By Sarah Ritchie, The Canadian Press on February 8, 2024.
OTTAWA – The sexual assault trial of former vice-admiral Haydn Edmundson took a dramatic turn Thursday after the testimony of a key Crown witness fell apart under withering cross-examination.
The witness corroborated key parts of the complainant’s story on the stand, but by the time defence lawyer Brian Greenspan was through, the Crown had abruptly closed its case.
Neither the witness nor the complainant can be identified under a court-ordered publication ban.
The complainant testified earlier in the week that Edmundson assaulted her on Nov. 8, 1991, on board a navy ship. He was a senior officer and lieutenant commander at the time, and she was in the navy’s lowest rank.
The ship was in port and the woman was planning to go out with friends the night of the alleged attack, she said. While they were getting ready, she went to the officer’s pantry to get her friend’s glasses. That friend was Thursday’s witness.

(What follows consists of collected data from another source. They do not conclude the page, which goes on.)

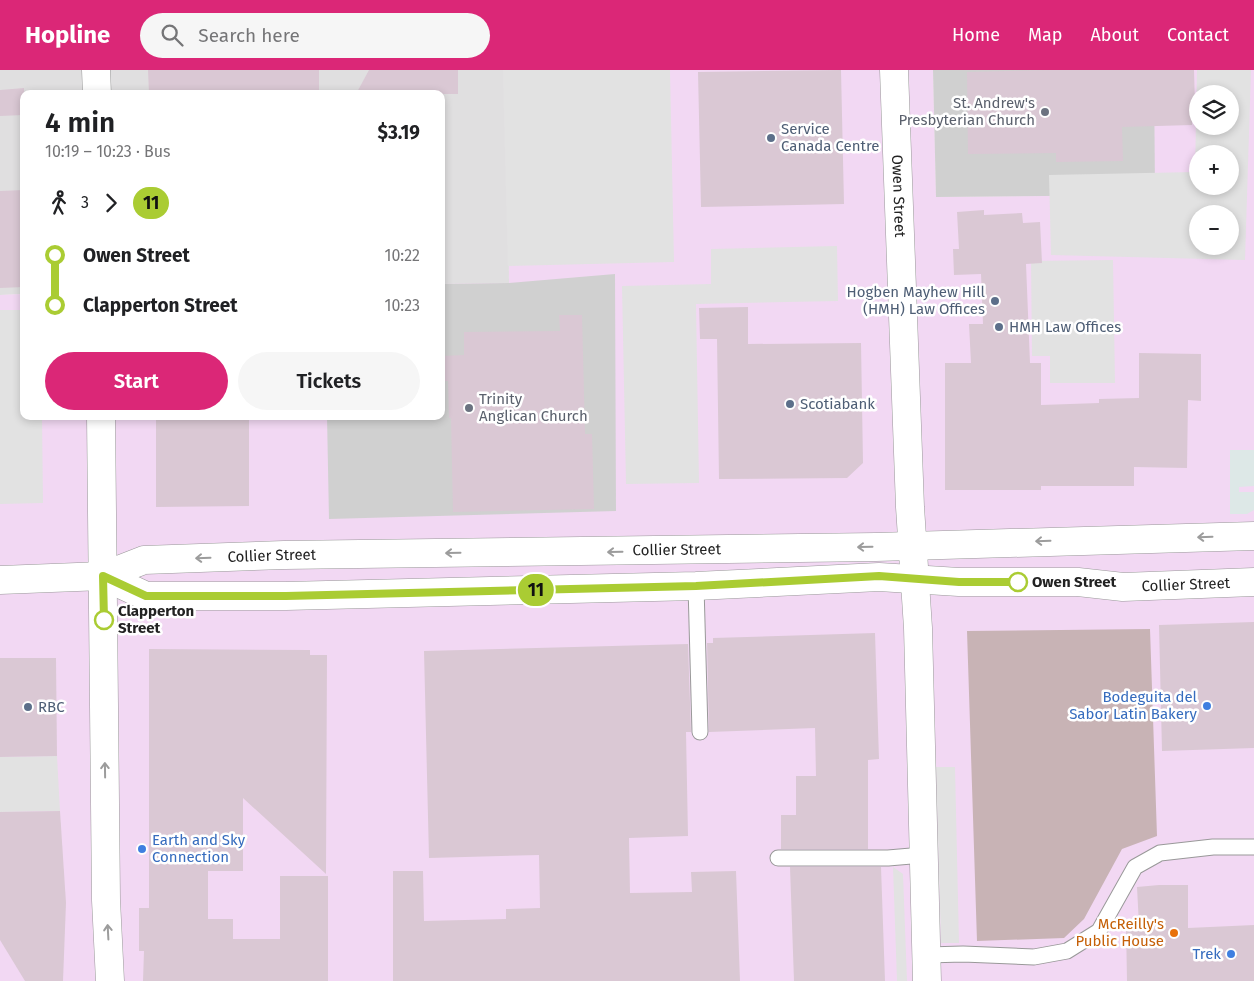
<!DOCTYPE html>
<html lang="en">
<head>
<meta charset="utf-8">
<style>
  body { margin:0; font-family:"Fira Sans",sans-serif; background:#f6f6f6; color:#202124; height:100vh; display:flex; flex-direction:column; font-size:19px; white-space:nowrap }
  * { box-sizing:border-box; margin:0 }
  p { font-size:16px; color:#757577 }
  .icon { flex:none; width:28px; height:28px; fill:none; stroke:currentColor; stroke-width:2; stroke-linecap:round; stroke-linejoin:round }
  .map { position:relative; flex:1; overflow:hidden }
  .details { position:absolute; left:20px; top:20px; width:425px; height:330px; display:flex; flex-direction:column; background:#fff; border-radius:10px; box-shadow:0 2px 8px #0003 }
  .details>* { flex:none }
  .badge { padding:0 10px; border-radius:16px; font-size:18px; line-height:32px }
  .tools { position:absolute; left:1189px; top:15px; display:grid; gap:10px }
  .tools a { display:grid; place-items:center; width:50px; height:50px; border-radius:50%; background:#fff; box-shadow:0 2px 8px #0003; font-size:25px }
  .map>.badge { position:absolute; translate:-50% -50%; box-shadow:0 0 0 2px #fff }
  .legs { display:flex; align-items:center; gap:8px; height:55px; padding:0 25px; font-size:16px }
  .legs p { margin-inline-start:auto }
  .summary { display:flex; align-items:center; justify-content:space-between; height:85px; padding:0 25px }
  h1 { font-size:28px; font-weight:600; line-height:38px }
  .action { display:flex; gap:10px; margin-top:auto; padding:10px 25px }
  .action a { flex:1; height:58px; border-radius:30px; background:#db2777; color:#fff; font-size:20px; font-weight:600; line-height:58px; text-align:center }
  .action a+a { background:#f6f6f6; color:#202124 }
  ul { padding:0 25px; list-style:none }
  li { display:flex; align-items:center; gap:18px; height:50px; font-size:19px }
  li i { display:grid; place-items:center; width:8px; height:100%; margin:0 6px; background:currentColor }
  li i::after { content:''; width:12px; height:12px; margin:-6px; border:4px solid; border-radius:50%; background:#fff }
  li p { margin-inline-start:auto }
  li:first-child i { background:linear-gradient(#0000 50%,currentColor 0) }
  li:last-child i { background:linear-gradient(currentColor 50%,#0000 0) }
  header { display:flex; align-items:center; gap:30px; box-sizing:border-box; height:70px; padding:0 25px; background:#db2777; color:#fff }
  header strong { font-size:24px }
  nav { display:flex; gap:28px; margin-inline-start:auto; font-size:18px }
  .search { width:350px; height:45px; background:#f6f6f6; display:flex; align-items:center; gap:12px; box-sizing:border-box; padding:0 18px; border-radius:28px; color:#757577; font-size:19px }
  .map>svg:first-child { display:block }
  .residential { fill:#e0dfe0 }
  .commercial { fill:#f2d8f3; fill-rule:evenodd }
  .religious { fill:#d0d0d0 }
  .construction { fill:#c8b3b5 }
  .parking { fill:#e2e2e2; fill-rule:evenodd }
  .plaza { fill:#dde8e7 }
  .building { fill:#dac8d4 }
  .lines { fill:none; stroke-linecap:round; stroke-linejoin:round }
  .service-casing { stroke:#999; stroke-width:17 }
  .minor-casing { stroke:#999; stroke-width:29 }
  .tertiary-casing { stroke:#999; stroke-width:29 }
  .service { stroke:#fff; stroke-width:15 }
  .minor { stroke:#fff; stroke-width:28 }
  .tertiary { stroke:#fff; stroke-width:28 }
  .oneway { stroke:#9c9c9c }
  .line-1-casing { stroke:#fff; stroke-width:11 }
  .line-1 { stroke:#ac3; stroke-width:8 }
  .worship-dot { fill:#6b7280; stroke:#fff; stroke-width:2 }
  .service-dot { fill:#5c6f8a; stroke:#fff; stroke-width:2 }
  .stop-1-dot { fill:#fff; stroke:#ac3; stroke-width:2.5 }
  .shop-dot { fill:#3f7fe0; stroke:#fff; stroke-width:2 }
  .food-dot { fill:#e8710a; stroke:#fff; stroke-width:2 }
  .labels { text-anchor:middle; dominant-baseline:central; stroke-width:5; stroke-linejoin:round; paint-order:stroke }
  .worship-label { font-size:15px; fill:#5b616d; stroke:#fff; text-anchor:end }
  .service-label { font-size:15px; fill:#4e5e75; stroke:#fff; text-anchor:start }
  .street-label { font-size:15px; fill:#222; stroke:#fff }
  .stop-label { font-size:15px; font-weight:bold; fill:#222; stroke:#fff; text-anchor:start }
  .shop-label { font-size:15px; fill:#366cbe; stroke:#fff; text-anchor:end }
  .food-label { font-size:15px; fill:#c56008; stroke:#fff; text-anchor:end }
</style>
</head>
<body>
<header>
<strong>Hopline</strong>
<div class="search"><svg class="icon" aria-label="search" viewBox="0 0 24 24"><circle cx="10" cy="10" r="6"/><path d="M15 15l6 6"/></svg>Search here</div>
<nav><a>Home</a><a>Map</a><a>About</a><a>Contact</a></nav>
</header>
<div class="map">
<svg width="1254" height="911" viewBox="0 0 1254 911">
  <rect width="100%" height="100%" fill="#f2e9ed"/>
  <!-- residential -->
  <polygon class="residential" points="0,0 508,0 509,213 441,214 441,24 24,24 24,224 0,225"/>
  <!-- commercial -->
  <path class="commercial" d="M508 0H933L936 127 1154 125V0H1254V911H0V225L24 224V346H441V214L509 213ZM1198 24H1230V56H1198ZM1198 84H1230V116H1198ZM1198 144H1230V176H1198Z"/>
  <!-- religious -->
  <g class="religious">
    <polygon points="933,0 1154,0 1155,125 936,127"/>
    <polygon points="615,204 616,441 329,449 327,346 441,346 441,214 509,213"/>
  </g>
  <!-- construction -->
  <polygon class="construction" points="1150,559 1157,766 1122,779 1084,849 1064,868 977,871 967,561"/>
  <!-- parking -->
  <g class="parking">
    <polygon points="503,0 670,0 674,192 508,196"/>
    <path d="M1197 0H1251L1245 190 1051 185 1049 105 1195 102ZM1198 24H1230V56H1198ZM1198 84H1230V116H1198ZM1198 144H1230V176H1198Z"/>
    <polygon points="837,176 838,231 696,234 699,413 626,414 622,216 711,214 711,179"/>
    <polygon points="1113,190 1115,313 1050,313 1050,286 1032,286 1031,191"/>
    <polygon points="0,240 24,240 24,346 42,346 43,433 0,434"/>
    <polygon points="57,686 60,741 0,742 0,687"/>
    <polygon points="936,697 955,697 959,873 941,873"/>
    <polygon points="893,797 903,804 907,911 897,911"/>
  </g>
  <!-- plaza -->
  <polygon class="plaza" points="1230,380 1254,380 1254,416 1239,417 1239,422 1254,422 1254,440 1247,444 1230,444"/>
  <!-- building -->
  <g class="building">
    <polygon points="148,0 319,0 319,24 149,24"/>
    <polygon points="369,0 458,0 458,24 356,24"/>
    <polygon points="841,0 844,134 701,137 698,2"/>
    <polygon points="1051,0 1194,0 1195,36 1192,37 1192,55 1122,57 1123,91 1056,92 1056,83 968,84 967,2"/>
    <polygon points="24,18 24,45 0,46 0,20"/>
    <polygon points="24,120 24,217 0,218 0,121"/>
    <polygon points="984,140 984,145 1022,143 1023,153 1040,152 1042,193 1026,194 1030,293 1041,293 1041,335 1099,333 1099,329 1139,328 1139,283 1201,284 1201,331 1188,330 1187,398 1134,397 1134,416 1041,416 1041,420 945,420 945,293 971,293 969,254 983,254 981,204 954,205 953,179 959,179 957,142"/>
    <polygon points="748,237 748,274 861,273 863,393 847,408 719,409 717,269 700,269 699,238"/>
    <polygon points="559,245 582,245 585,364 592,364 594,439 453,442 451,348 449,348 448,311 442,311 442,286 464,285 464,262 560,261"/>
    <polygon points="156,346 249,346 249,436 156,437"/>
    <polygon points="1254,552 1254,678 1162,681 1159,555"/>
    <polygon points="875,563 879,689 868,690 868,779 781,779 781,745 796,745 796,706 816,706 815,658 709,662 707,573 713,573 713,568"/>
    <polygon points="688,574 691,662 686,662 688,766 629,768 630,823 692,822 691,802 736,801 740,911 393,911 393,801 423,801 424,851 506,849 506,839 540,838 539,785 429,788 424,581"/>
    <polygon points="149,579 310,580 310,585 327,585 326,804 243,728 243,801 208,801 208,849 233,849 233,869 280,869 280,806 328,806 328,911 143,911 144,881 139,881 139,838 149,838"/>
    <polygon points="0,588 56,588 57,686 0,687"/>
    <polygon points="60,741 66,833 63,911 25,911 0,870 0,742"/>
    <polygon points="790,797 881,797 885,911 794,911"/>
    <polygon points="1159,815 1188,815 1188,858 1254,855 1254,911 1127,911 1126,855 1139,855 1137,817"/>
  </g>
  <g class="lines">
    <defs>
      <g id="service">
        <polyline points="696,516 700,662"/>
        <polyline points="778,788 888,788 923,785"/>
        <polyline points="927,885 963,884 1034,887 1067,881 1099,861 1135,797 1160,783 1213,777 1254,777"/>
      </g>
      <g id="minor">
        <polyline points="96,0 97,24"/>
        <path id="s1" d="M894 0 910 437 918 558 927 911"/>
        <polyline points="101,346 106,830 110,911"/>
      </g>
      <g id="tertiary">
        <path id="s2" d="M103 506 146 526H286L696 516 879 507 959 512H1078L1123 517 1254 512"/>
        <path id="s3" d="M0 510 103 506 144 490 284 485 876 477 1254 466"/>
      </g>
    </defs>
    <!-- service casing -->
    <use href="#service" class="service-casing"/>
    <!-- minor casing -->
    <use href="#minor" class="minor-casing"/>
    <!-- tertiary casing -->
    <use href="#tertiary" class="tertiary-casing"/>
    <!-- service -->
    <use href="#service" class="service"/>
    <!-- minor -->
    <use href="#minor" class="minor"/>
    <!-- tertiary -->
    <use href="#tertiary" class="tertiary"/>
  </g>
  <!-- one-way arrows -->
  <defs><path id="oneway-shaft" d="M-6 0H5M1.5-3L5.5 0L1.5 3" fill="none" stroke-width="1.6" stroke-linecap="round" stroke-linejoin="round" transform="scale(1.25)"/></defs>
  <g class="oneway">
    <use href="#oneway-shaft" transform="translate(1205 467) rotate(178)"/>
    <use href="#oneway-shaft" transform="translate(1043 471) rotate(178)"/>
    <use href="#oneway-shaft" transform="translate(865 477) rotate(179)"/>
    <use href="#oneway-shaft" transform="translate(615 482) rotate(179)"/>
    <use href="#oneway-shaft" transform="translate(453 483) rotate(179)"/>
    <use href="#oneway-shaft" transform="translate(203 488) rotate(178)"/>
    <use href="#oneway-shaft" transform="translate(105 700) rotate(-91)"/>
    <use href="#oneway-shaft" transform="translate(108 862) rotate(-93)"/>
  </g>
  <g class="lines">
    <defs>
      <polyline id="line-1" points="104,550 103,506 146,526 286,526 696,516 879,506 959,512 1018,512"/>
    </defs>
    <!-- line-1 casing -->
    <use href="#line-1" class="line-1-casing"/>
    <!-- line-1 -->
    <use href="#line-1" class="line-1"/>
  </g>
  <!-- markers -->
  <g class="worship-dot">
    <circle cx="1045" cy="42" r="5"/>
    <circle cx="469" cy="338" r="5"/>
  </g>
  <g class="service-dot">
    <circle cx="771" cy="68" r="5"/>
    <circle cx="995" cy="231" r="5"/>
    <circle cx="999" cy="257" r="5"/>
    <circle cx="790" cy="334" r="5"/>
    <circle cx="28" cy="637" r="5"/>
  </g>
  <g class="stop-1-dot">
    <circle cx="1018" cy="512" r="9"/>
    <circle cx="104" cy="550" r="9"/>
  </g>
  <g class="shop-dot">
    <circle cx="1207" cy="636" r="5"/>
    <circle cx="142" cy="779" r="5"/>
    <circle cx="1231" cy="884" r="5"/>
  </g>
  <circle class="food-dot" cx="1174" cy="863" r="5"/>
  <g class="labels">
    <!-- worship labels -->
    <g class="worship-label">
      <text x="1035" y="33">St. Andrew's<tspan x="1035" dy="17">Presbyterian Church</tspan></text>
      <text x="479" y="329" text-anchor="start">Trinity<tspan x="479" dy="17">Anglican Church</tspan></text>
    </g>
    <!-- service labels -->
    <g class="service-label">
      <text x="781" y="59">Service<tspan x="781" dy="17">Canada Centre</tspan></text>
      <text x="985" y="222" text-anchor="end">Hogben Mayhew Hill<tspan x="985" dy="17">(HMH) Law Offices</tspan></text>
      <text x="1009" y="257">HMH Law Offices</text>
      <text x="800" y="334">Scotiabank</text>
      <text x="38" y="637">RBC</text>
    </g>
    <!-- street labels -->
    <g class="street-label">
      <text stroke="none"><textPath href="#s1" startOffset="126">Owen Street</textPath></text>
      <text stroke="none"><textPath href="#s3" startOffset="680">Collier Street</textPath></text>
      <text stroke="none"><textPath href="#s3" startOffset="275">Collier Street</textPath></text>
      <text stroke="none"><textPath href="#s2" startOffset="1088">Collier Street</textPath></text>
    </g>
    <!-- stop labels -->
    <g class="stop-label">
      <text x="1032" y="512">Owen Street</text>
      <text x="118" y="541">Clapperton<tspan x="118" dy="17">Street</tspan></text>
    </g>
    <!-- shop labels -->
    <g class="shop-label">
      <text x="1197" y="627">Bodeguita del<tspan x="1197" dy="17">Sabor Latin Bakery</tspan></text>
      <text x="152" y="770" text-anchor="start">Earth and Sky<tspan x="152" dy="17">Connection</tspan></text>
      <text x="1221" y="884">Trek</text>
    </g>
    <!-- food labels -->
    <g class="food-label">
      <text x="1164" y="854">McReilly's<tspan x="1164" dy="17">Public House</tspan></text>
    </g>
  </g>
</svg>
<div class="tools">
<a><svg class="icon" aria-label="layers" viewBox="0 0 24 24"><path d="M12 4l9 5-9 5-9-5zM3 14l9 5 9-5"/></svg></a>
<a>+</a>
<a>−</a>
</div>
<b class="badge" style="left:536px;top:520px;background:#ac3;color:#111">11</b>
<section class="details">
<div class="summary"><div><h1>4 min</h1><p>10:19 – 10:23 · Bus</p></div><b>$3.19</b></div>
<div class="legs"><svg class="icon" aria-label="walk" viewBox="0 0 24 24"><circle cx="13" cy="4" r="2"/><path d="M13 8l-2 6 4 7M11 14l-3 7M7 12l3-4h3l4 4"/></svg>3<svg class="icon" aria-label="forward" viewBox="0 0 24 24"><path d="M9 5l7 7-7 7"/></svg><b class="badge" style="background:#ac3;color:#111">11</b></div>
<ul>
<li><i style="color:#ac3"></i><b>Owen Street</b><p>10:22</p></li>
<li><i style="color:#ac3"></i><b>Clapperton Street</b><p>10:23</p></li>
</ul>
<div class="action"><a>Start</a><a>Tickets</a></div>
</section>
</div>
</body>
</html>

Court has heard the complainant say Edmundson stopped her and asked her to come into his sleeping quarters, where he sexually assaulted her. While in his room, she could hear her friend outside looking for her, but she said she felt frozen and afraid, unable to call for help.
The two friends were getting ready together for a night on the town, the friend testified.
“My friends were waiting for me and I had forgotten my glasses in the pantry, so (the complainant) volunteered to go grab my glasses while I was getting ready,” she told assistant Crown attorney Juliana Martel.
But the complainant never returned, and when her search proved fruitless, the friend eventually left the ship without her, she testified.
She also told court that while she and the complainant had been friends in 1991, they lost touch with each other until 2021, when the complainant went public with her story.
When Greenspan questioned her later, he asked about an interview she gave to the CBC in 2021.
The complainant and the friend were both interviewed, with the friend providing corroborating information for the story. After that story was published police began an investigation, and the complainant and friend were both interviewed by police.
Greenspan produced a transcript of the friend’s interview with CBC reporter Ashley Burke.
According to the transcript he read in court, Burke explained that she wanted to talk about the complainant’s story, which she then proceeded to describe in detail to the witness.
“‘(The complainant) claims that aboard the ship when it arrived in ’91 in (the port) there was a night where she said she was getting ready with you to go downtown … with some friends,'” Greenspan read.
“And it’s Ms. Burke who then says, ‘And your glasses were missing.'”
Greenspan read more from the transcript, in which Burke continues to disclose key details to the witness about the complainant’s story, including “how she alleges that he sexually assaulted her, that he raped her.”
“Ashley Burke was feeding you all this information before you’ve even had a chance to say a word,” Greenspan said.
As the cross-examination proceeded, the witness grew ever more flustered. At one point, she denied learning the details from Burke, saying she got them from the CBC story – which aired after the interview.
Earlier Thursday the Crown called another witness, Richard Tremblay, who was named by the complainant as being another friend who tried searching for her the night of the alleged assault.
Tremblay said he did not remember looking for the complainant with the other witness, though he did describe a vague memory of the three of them meeting up on board the ship that night to drink.
After Greenspan finished his cross-examination of the complainant’s friend, Martel told the judge the Crown had decided to close its case and not call the two witnesses it planned to question Friday.
Greenspan, however, said he did want to call those witnesses. He also said Edmundson plans to take the stand in his own defence on Monday.